The present invention relates to the field of functional materials, and more particularly to carbon nitride modified with perylenetetracarboxylic dianhydride/graphene oxide aerogel composite material, its preparation method and its use in nitric oxide treatment.
Nitric oxide pollution is a typical gas environmental pollution. With the rapid development of China's economy and industry, the number of cars nationwide is also increasing. The emission of automobile exhaust into the air is the main cause of environmental pollution. Therefore, the concentration level of PM 2.5 (PM is particulate matter) in major cities is much higher than the limit value of national ambient air quality standards. Recently, China has experienced severe haze, and nitrogen oxides (mainly including nitrogen monoxide and nitrogen dioxide) are the main cause in these pollution incidents.
Therefore, developing effective and economical technologies to resolve nitric oxide pollution is an urgent issue. At present, there are many methods for treating nitric oxide, such as physical adsorption, biological filtration, thermal catalytic reduction and selective catalytic reduction, but these methods are uneconomical and inefficient for the treatment of nitric oxide at a low concentration level (level of one-billionth).
Semiconductor photocatalysis is considered to be a promising technology for degrading low-concentration nitric oxide.

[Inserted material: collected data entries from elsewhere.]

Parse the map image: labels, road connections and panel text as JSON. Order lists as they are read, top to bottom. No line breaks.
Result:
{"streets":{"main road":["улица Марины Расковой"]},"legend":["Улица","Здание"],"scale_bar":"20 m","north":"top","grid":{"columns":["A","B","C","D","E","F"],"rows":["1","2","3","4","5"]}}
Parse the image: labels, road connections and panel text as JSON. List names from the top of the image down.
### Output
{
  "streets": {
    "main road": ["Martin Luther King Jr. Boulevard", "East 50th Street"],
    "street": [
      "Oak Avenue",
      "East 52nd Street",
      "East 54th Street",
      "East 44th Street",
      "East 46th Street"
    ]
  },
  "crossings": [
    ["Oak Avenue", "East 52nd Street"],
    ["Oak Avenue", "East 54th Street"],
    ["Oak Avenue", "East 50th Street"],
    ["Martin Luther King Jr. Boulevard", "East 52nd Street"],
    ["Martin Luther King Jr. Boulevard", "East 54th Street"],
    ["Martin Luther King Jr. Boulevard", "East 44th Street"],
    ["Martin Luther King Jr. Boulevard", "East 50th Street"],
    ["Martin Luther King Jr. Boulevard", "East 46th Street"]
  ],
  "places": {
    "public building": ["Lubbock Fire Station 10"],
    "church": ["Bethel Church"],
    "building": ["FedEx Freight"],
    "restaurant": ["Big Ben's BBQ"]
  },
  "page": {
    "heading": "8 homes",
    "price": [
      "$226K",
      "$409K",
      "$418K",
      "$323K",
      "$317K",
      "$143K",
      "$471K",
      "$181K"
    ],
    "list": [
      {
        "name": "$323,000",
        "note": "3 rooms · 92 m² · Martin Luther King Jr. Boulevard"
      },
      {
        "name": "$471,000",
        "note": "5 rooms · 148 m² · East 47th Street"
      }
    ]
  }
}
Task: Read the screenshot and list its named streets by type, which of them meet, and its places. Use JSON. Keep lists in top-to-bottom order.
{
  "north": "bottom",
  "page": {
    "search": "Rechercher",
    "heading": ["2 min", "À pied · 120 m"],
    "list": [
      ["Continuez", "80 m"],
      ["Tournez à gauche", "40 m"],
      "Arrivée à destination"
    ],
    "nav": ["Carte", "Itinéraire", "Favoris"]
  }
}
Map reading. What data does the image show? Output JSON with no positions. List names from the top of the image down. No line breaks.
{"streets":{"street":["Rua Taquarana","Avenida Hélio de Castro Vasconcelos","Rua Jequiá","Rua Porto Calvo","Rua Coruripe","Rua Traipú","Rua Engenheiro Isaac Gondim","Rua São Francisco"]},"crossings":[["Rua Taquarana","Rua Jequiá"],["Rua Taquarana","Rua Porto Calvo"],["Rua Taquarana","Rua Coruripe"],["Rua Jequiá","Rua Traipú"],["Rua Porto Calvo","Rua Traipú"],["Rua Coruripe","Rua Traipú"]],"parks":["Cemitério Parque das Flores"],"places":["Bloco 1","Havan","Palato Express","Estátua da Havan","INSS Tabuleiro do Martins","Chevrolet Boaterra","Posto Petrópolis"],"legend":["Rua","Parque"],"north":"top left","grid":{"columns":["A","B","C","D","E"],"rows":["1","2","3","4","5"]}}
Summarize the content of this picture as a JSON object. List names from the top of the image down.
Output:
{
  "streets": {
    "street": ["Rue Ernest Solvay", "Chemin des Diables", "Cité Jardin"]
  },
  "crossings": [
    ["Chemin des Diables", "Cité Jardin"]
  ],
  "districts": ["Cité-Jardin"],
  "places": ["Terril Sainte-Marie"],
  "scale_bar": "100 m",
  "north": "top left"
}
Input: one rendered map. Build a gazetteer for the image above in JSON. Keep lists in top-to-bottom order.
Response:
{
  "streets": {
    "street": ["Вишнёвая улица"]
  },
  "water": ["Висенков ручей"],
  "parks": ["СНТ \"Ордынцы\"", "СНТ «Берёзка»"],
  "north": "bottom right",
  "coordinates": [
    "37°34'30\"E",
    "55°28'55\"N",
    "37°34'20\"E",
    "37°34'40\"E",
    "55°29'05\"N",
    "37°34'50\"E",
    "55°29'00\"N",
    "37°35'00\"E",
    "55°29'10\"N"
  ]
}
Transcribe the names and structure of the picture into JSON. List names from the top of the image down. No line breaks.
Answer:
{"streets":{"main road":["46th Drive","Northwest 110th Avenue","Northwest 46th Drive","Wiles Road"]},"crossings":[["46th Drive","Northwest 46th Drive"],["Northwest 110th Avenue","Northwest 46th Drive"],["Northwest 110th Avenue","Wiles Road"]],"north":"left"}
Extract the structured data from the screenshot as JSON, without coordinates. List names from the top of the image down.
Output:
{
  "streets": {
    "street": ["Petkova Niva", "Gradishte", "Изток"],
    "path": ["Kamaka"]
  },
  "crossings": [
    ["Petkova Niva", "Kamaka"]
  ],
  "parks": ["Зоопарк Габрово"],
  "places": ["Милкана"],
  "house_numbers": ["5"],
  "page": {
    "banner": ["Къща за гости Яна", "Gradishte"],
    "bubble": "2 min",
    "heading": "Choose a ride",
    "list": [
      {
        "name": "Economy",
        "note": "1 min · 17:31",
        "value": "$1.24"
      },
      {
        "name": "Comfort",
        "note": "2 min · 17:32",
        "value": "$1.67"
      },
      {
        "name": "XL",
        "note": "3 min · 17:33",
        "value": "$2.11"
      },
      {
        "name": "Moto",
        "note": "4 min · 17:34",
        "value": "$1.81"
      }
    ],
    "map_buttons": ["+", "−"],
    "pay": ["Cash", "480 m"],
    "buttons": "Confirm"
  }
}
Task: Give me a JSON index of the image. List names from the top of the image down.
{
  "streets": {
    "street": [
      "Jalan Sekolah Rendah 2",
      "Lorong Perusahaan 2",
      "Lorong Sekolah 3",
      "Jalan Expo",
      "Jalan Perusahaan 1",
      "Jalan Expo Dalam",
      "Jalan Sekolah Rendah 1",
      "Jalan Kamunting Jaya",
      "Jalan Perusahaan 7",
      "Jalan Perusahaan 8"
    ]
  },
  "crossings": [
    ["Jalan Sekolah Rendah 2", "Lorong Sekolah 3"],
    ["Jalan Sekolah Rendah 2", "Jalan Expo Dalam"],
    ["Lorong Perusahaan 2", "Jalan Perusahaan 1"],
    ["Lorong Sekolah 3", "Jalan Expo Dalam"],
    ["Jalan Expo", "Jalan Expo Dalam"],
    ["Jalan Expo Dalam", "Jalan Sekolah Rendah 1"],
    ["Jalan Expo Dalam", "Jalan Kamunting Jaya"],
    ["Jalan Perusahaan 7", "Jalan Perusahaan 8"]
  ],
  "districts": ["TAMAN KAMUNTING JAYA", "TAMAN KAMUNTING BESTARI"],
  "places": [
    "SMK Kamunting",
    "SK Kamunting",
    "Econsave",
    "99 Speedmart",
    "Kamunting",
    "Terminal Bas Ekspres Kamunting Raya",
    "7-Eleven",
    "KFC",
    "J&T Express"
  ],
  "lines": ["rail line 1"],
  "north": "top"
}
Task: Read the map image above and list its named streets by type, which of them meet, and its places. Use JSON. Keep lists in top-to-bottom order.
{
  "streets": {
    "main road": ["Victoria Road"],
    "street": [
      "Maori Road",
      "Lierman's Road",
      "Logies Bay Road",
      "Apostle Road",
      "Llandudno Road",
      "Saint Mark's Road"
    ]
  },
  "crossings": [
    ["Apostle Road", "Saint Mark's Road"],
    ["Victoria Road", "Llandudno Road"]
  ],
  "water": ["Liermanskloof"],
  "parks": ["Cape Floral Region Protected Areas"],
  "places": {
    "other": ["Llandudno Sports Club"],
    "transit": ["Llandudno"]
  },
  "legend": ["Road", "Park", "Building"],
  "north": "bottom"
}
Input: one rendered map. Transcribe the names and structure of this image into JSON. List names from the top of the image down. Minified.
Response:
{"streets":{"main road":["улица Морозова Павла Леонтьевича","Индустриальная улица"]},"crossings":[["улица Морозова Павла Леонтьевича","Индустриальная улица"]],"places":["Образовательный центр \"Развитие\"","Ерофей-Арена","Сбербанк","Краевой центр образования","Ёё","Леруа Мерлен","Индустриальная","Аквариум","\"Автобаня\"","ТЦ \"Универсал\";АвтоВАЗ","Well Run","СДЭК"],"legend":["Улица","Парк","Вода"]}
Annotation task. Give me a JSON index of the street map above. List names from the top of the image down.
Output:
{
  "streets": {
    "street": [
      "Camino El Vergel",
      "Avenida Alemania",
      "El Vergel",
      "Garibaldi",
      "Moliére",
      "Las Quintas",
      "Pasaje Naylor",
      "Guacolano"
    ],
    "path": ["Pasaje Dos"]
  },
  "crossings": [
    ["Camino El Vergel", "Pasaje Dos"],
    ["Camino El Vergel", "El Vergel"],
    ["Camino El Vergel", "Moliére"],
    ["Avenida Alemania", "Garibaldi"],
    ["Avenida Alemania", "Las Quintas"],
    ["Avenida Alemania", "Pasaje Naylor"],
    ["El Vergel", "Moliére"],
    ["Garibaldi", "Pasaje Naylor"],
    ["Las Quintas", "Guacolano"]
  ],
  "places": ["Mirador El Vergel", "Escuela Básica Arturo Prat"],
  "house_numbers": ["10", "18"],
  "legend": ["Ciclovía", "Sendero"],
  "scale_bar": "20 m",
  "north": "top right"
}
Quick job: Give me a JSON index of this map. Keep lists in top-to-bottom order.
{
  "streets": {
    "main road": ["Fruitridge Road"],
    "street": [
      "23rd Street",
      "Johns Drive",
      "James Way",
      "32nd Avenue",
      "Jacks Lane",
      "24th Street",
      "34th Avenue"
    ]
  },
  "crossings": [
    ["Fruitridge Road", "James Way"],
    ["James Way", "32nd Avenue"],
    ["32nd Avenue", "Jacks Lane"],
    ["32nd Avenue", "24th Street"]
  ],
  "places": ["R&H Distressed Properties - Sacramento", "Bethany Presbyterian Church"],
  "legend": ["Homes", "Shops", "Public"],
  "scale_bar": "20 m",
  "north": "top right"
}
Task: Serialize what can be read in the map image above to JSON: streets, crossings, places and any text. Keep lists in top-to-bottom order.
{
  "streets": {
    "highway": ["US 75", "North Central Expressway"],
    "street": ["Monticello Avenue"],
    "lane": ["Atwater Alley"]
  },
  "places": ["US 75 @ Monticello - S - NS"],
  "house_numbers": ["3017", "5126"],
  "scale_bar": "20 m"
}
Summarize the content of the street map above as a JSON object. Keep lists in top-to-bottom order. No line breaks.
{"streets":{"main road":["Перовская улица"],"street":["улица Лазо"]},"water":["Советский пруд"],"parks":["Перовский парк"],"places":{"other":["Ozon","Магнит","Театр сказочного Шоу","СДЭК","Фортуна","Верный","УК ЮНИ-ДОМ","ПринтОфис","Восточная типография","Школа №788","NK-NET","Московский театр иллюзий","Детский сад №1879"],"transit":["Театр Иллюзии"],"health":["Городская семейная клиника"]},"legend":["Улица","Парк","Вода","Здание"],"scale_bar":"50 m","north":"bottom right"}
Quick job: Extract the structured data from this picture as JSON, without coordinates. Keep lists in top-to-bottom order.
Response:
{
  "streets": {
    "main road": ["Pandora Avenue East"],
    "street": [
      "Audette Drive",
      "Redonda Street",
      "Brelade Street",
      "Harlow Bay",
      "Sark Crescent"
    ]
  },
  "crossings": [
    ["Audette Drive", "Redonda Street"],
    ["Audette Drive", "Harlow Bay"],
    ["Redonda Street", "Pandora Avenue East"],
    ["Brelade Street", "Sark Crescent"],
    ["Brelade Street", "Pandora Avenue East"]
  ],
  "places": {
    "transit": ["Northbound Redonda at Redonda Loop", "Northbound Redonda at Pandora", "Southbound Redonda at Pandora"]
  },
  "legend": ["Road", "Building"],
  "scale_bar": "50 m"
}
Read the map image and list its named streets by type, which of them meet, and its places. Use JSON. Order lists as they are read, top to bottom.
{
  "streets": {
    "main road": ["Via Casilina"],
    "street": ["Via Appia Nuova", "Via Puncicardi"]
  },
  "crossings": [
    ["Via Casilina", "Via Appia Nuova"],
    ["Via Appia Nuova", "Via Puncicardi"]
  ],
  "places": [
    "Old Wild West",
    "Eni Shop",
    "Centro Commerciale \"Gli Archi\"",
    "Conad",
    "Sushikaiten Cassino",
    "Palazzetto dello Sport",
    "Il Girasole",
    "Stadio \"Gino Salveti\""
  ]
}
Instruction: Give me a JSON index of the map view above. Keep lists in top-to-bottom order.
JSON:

Due to its high efficiency and environmental characteristics, it has potential value in solving global energy shortage. However, the existing treatment agent for degrading nitric oxide is far from achieving the desired effect.
The object of the present invention is to provide a carbon nitride modified with perylenetetracarboxylic dianhydride/graphene oxide aerogel composite material and its preparation method, carbon nitride nanosheets are obtained through the molecular polymerization of dicyandiamide under high temperature calcination, then the carbon nitride is modified with perylenetetracarboxylic dianhydride, the above product is mixed with graphene oxide to obtain a hydrogel by hydrothermal reaction, then freeze-dried to obtain aerogels composites composed of carbon nitride modified with perylenetetracarboxylic dianhydride and graphene oxide, to achieve a wide range of applications of this material in the photocatalytic degradation of nitric oxide.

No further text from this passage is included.